MINSK -- Belarusian authorities have imposed travel bans on several journalists working for three independent media outlets who are suspected of having obtained information illegally from state-run news agency BelTA.
A correspondent of Germany's Deutsche Welle radio in Minsk, Paulyuk Bykouski, said on August 27 that the Investigative Committee had ordered him not to leave the country as the investigation into the alleged hacking of BelTA’s computer systems is underway.
Bykouski added that he was ordered not to provide details of the case to the public.
Meanwhile, Tatsyana Karavyankova, a reporter with the BelaPAN news agency, told RFE/RL that she and her chief editor Iryna Leushyna had also been ordered not to leave Belarus for an unspecified period.

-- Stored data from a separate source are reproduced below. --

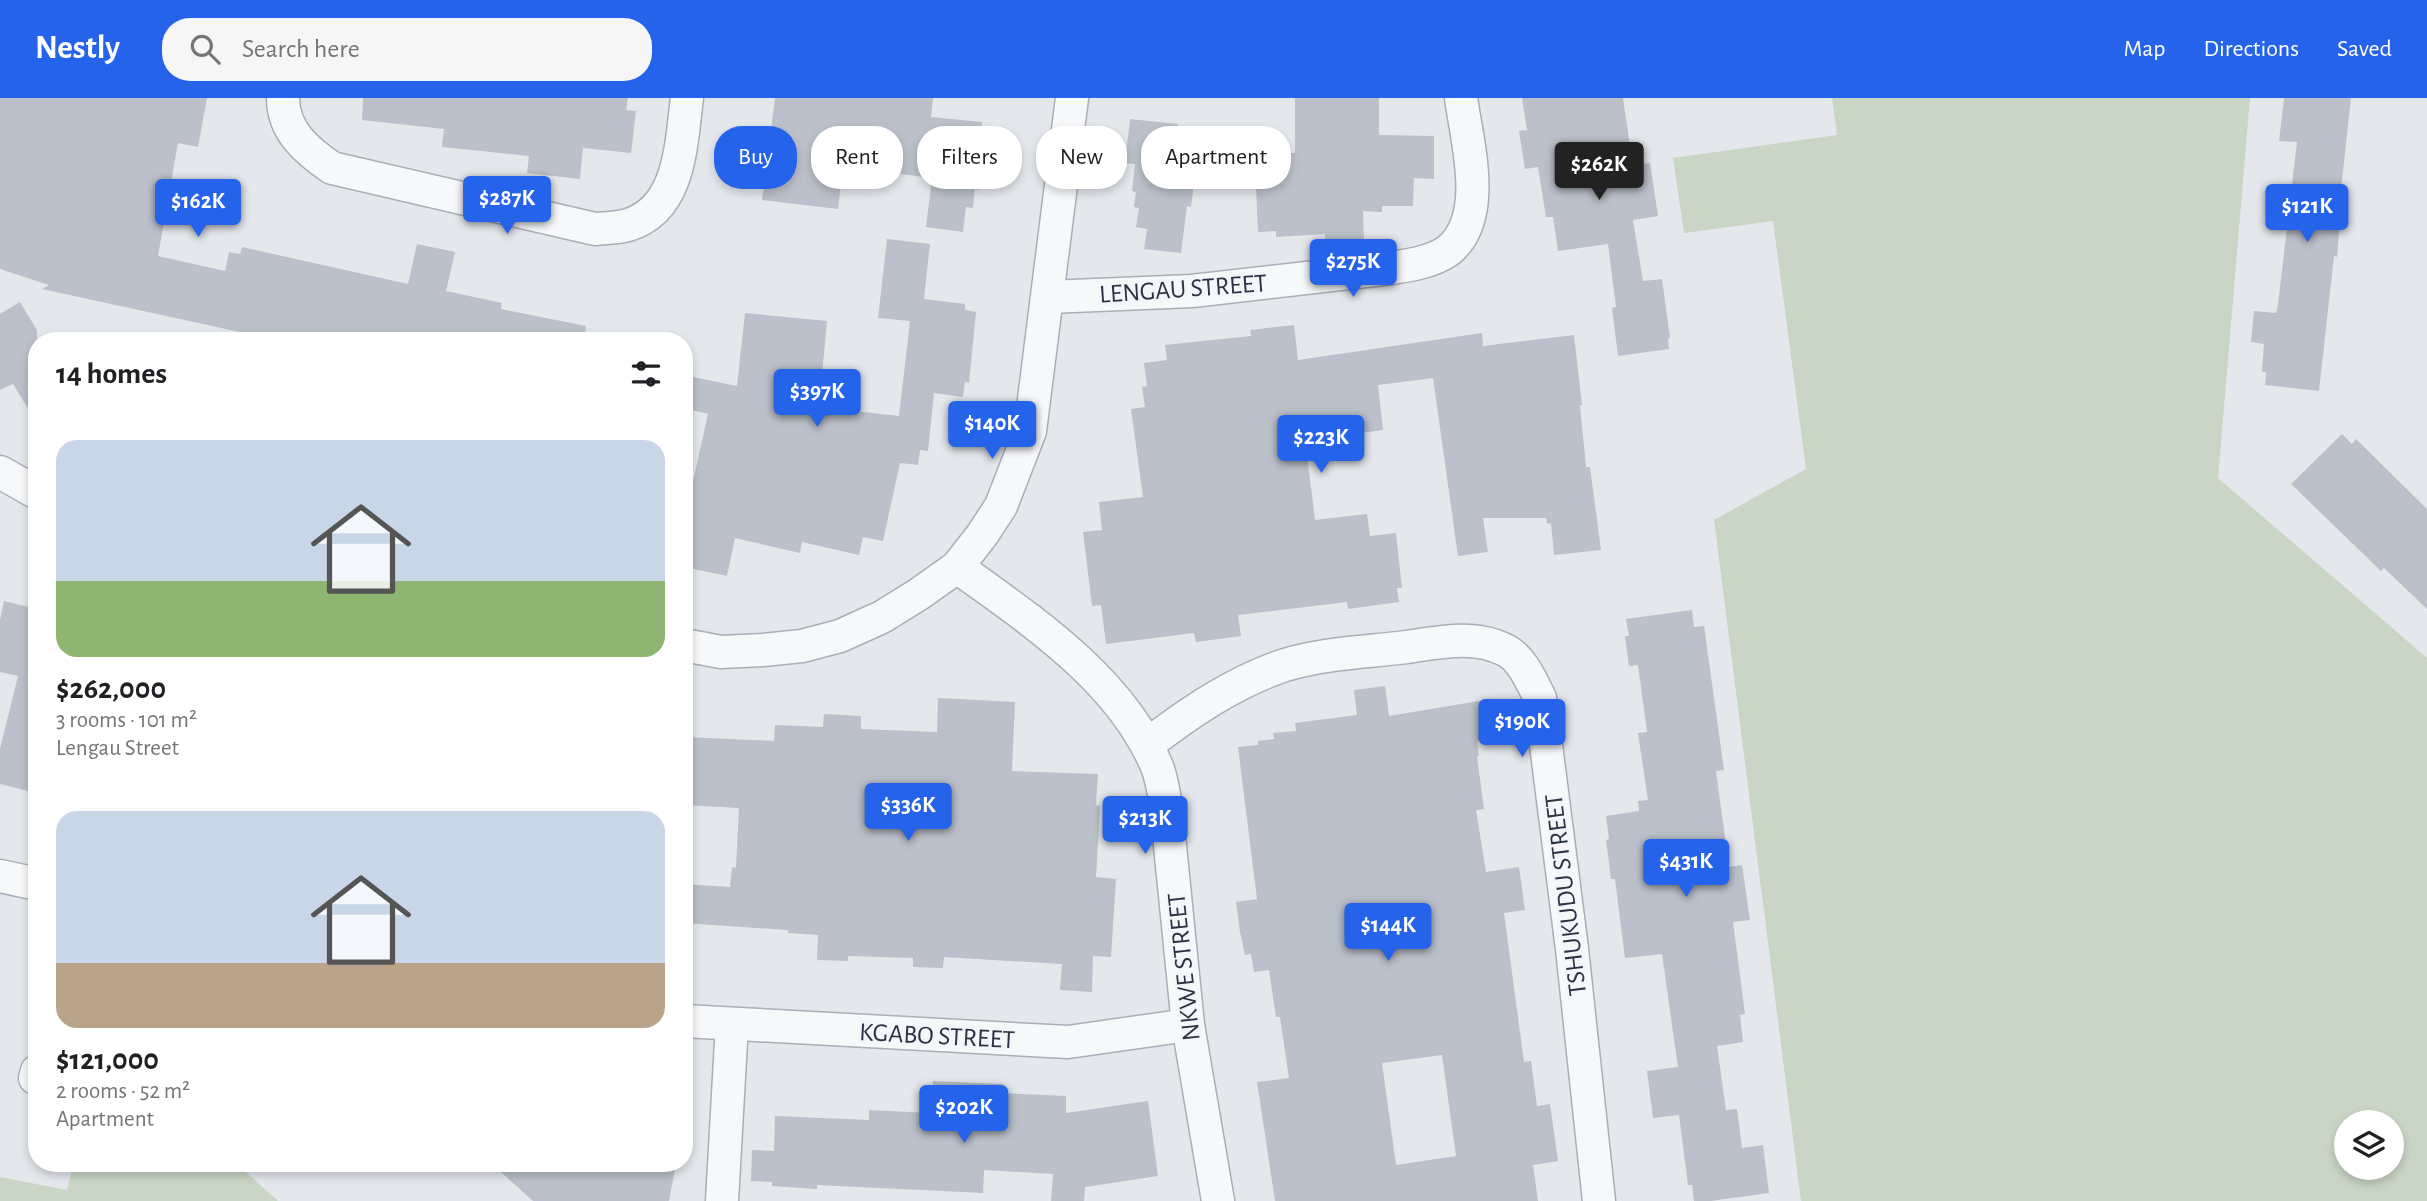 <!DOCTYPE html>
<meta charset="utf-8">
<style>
:root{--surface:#fff;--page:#f6f6f6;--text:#202124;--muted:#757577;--accent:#2563eb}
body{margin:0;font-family:"Alegreya Sans",sans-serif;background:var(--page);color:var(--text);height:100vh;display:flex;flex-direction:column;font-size:26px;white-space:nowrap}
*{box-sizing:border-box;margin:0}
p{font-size:23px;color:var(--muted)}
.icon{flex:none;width:38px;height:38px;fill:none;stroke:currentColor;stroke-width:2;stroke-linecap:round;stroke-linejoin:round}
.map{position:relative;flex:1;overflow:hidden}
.panel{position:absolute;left:28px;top:234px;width:665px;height:840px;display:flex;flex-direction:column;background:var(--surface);border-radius:28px;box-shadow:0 4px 10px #0003}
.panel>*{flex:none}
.top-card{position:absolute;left:714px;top:28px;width:665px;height:63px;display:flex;gap:14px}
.fabs{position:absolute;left:2334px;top:1012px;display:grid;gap:14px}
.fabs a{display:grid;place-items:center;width:70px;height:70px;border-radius:50%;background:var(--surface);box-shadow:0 4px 10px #0003;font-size:35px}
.price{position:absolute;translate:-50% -60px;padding:0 16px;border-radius:7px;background:var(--accent);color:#fff;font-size:23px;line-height:46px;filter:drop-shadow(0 2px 4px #0008)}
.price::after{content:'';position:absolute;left:50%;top:42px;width:21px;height:16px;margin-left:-10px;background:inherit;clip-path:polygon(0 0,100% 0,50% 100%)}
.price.on{background:#222;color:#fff}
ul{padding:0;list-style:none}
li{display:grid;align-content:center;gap:14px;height:371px;padding:0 28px}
li span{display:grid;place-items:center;height:217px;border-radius:21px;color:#555}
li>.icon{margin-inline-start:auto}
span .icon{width:126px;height:126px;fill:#fffc;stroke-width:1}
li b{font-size:30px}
h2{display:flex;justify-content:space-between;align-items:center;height:84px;padding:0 28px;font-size:30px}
.pill{padding:0 24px;border-radius:28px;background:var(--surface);box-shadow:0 4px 10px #0003;font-size:24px;line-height:63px}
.pill.on{background:var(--accent);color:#fff}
header{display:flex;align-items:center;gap:42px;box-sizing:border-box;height:98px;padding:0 35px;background:var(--accent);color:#fff}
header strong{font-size:33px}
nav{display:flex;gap:38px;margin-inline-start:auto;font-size:24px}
.search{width:490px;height:63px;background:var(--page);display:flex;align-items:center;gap:18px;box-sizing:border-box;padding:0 24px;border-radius:28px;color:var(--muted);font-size:26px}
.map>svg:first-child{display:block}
.green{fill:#c9d6c5;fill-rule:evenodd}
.building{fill:#bbc0ca;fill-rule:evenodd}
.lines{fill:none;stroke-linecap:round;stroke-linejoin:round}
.minor-casing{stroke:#a9aeb7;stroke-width:35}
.minor{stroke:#f7f8fa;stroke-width:32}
.labels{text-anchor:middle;stroke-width:7;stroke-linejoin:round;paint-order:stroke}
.street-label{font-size:26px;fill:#2b3445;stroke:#f4f6f9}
</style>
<header>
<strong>Nestly</strong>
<div class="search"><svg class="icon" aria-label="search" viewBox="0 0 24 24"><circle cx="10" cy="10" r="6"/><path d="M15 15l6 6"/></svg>Search here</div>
<nav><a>Map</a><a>Directions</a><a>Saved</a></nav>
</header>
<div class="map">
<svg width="2427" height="1103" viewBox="0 0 2427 1103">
<rect width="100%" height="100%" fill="#e4e7ec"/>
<g class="green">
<path d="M1832 0H2250L2218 380 2427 560V1103H1801L1714 422 1806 371 1773 123 1684 135 1673 60 1837 37ZM2347 1024H2392V1069H2347Z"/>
<polygon points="73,1066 237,1066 278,1103 0,1103 0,1079 67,1092"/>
</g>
<g class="building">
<polygon points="0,0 207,0 198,49 178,45 158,158 225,173 229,154 240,156 242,149 408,186 417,146 455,154 446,193 502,205 501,211 586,228 584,243 281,243 42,191 49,187 0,171"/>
<polygon points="363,0 628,0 626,12 636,13 631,55 583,50 580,81 527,75 529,58 442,49 444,31 362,22"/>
<polygon points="775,0 933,0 931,19 982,24 981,39 985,40 979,92 975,91 973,110 966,109 963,134 926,129 932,80 843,69 838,111 762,102"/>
<polygon points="1295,0 1379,0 1379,37 1434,38 1434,81 1414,80 1413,108 1382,108 1382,114 1363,113 1364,143 1325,144 1325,136 1276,139 1276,133 1258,134 1255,67 1273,66 1272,56 1295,55"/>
<polygon points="1522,0 1623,0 1633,68 1650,65 1658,118 1633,122 1643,183 1662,181 1670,240 1668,241 1669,251 1618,258 1612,210 1616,209 1608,146 1558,153 1553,119 1546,119 1538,69 1525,71 1519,33 1527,32"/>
<polygon points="2284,0 2351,0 2339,109 2341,109 2337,159 2334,158 2319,293 2265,287 2266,274 2262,274 2264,246 2251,244 2254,213 2276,215 2278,207 2297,44 2279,43"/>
<polygon points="1130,21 1178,26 1175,51 1198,53 1191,109 1187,108 1181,155 1144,151 1147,131 1136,129 1139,110 1134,109 1136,94 1132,93 1135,66 1125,65"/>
<polygon points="887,141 930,146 924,201 965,206 965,212 976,214 969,285 965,284 963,299 934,295 928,353 920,352 918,367 900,365 883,443 863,439 859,457 802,444 800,455 735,440 727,478 684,469 684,424 708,316 684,310 684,296 688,278 737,288 745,215 827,223 819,309 899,318 910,223 878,220"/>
<polygon points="20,204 37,232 37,325 13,286 0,292 0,216"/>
<polygon points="1294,227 1298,262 1482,235 1483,248 1574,237 1582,307 1580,307 1586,369 1590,369 1601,452 1554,457 1551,425 1547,426 1546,420 1483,420 1488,454 1458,458 1433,280 1378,287 1383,332 1305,342 1315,422 1367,416 1370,438 1396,435 1402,490 1397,490 1399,504 1348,511 1347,504 1238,517 1241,538 1196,544 1194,535 1106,546 1101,507 1092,508 1083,434 1102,432 1099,404 1143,399 1131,311 1145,309 1142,289 1147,288 1144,265 1167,262 1165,247 1251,238 1250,232"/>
<polygon points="2342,336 2352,346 2356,341 2427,411 2427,511 2384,470 2381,473 2291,386"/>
<polygon points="4,503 37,511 37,652 28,693 0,686 0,651 18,578 0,574 0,522"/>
<polygon points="1692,512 1694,529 1704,528 1724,672 1716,673 1729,769 1742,767 1750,822 1733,824 1745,916 1740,917 1743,944 1717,948 1726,1012 1737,1011 1742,1050 1763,1047 1769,1095 1711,1103 1694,1103 1692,1087 1688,1087 1679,1017 1653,1020 1647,973 1678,969 1662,856 1625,860 1615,781 1611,781 1606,742 1609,741 1606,718 1639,713 1638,703 1648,702 1638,635 1647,634 1638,567 1629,568 1625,538 1629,538 1626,521"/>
<path d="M1385 588 1389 618 1491 601 1497 641 1477 643 1479 658 1477 659 1484 711 1476 712 1486 774 1519 769 1525 812 1504 815 1524 964 1531 963 1537 1008 1550 1006 1558 1063 1533 1067 1538 1103H1275L1257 984 1289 980 1280 919H1276L1269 872 1254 874 1251 856 1245 857 1240 834 1236 804 1257 801 1238 649 1258 647V643L1274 641 1273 635 1296 633 1295 625 1357 617 1354 592ZM1442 957 1456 1058 1396 1067 1382 965Z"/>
<polygon points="938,600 1015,604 1012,673 1098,676 1096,707 1100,708 1096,779 1116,781 1111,859 1093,858 1092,894 1060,892 1062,866 944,859 943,870 913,869 913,860 848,858 848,863 817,862 818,837 788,835 788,832 684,825 684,786 730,789 732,769 736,770 739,710 684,707 684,639 774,643 775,627 823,629 824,616 861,618 861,631 937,634"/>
<polygon points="933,983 1002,986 1002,995 1066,998 1066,1015 1148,1003 1158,1078 1085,1089 1084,1103 1051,1103 1053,1076 984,1072 983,1095 817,1087 817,1091 772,1088 772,1084 751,1083 752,1052 774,1053 775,1018 869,1022 869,1012 931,1015"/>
<polygon points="492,1066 676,1066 669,1103 533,1103"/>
</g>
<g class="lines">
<g class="minor-casing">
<g id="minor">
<path d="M283 0C283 33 307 53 332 70L595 131C606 130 618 130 628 127 681 111 681 45 687 0"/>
<path d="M1049 199 1192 193 1392 170C1410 167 1433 164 1449 152 1489 119 1467 44 1461 0"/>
<polyline points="0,374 37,395"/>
<path d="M957 469C1032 523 1122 582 1158 671 1162 683 1164 696 1166 708L1188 927 1218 1103"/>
<polyline points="684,547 721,554 763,552 802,548 840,538 882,519 919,496 957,469 982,437 1001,408 1030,333 1072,0"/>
<path d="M1147 647C1190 614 1234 584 1285 567 1324 555 1367 554 1407 549 1440 544 1476 536 1507 553 1523 562 1532 585 1540 600L1572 851 1599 1103"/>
<polyline points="0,778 37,786"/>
<polyline points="684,923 1068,944 1188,927"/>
<polyline points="35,980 37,973"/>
<polyline points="722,1103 732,926"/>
</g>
</g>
<use href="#minor" class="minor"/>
</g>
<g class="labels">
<g class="street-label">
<text transform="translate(1183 190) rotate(-4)" y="9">LENGAU STREET</text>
<text transform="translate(1565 797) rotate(-97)" y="9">TSHUKUDU STREET</text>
<text transform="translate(1183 869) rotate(-96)" y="9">NKWE STREET</text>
<text transform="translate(937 937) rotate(3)" y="9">KGABO STREET</text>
</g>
</g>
</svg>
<div class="fabs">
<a><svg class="icon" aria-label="layers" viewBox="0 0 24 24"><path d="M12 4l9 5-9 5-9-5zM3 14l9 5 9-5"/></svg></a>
</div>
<b class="price on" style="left:1599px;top:104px">$262K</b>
<b class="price" style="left:507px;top:138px">$287K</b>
<b class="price" style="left:198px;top:141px">$162K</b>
<b class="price" style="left:2307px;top:146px">$121K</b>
<b class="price" style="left:1353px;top:201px">$275K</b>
<b class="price" style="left:817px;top:331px">$397K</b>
<b class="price" style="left:992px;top:363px">$140K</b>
<b class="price" style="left:1321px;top:377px">$223K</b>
<b class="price" style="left:1522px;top:661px">$190K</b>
<b class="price" style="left:908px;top:745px">$336K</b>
<b class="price" style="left:1145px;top:758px">$213K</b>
<b class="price" style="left:1686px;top:801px">$431K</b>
<b class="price" style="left:1388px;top:865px">$144K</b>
<b class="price" style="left:964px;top:1047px">$202K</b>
<div class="top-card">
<a class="pill on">Buy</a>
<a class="pill">Rent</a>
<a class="pill">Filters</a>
<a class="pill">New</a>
<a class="pill">Apartment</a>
</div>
<section class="panel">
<h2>14 homes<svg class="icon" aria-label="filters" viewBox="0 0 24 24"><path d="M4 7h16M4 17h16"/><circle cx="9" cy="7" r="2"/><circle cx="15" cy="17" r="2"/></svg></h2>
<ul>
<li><span style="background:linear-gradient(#c9d6e8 65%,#8fb573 0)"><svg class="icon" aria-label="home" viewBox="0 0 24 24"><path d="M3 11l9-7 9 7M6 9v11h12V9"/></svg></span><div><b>$262,000</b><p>3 rooms · 101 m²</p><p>Lengau Street</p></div></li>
<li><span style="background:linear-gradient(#c9d6e8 70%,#b9a48a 0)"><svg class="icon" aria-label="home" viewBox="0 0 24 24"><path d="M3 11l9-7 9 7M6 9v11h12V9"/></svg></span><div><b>$121,000</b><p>2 rooms · 52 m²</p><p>Apartment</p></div></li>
</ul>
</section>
</div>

Karavyankova said that travel bans were also imposed on four journalists working for the private online news portal Tut.by -- Halina Ulasik, Hanna Kaltyhina, Hanna Yermachonak, and Dzmitry Bobryk.
The journalists were among 18 reporters detained for 24 hours for questioning on August 7 as part of the investigation. Investigators have also searched the newsrooms of Tut.by and BelaPAN.
Rights groups have charged that the government is trying to muzzle independent media that are critical of strongman President Alyaksandr Lukashenka and his government.
The Belarusian Foreign Ministry has denied that allegation.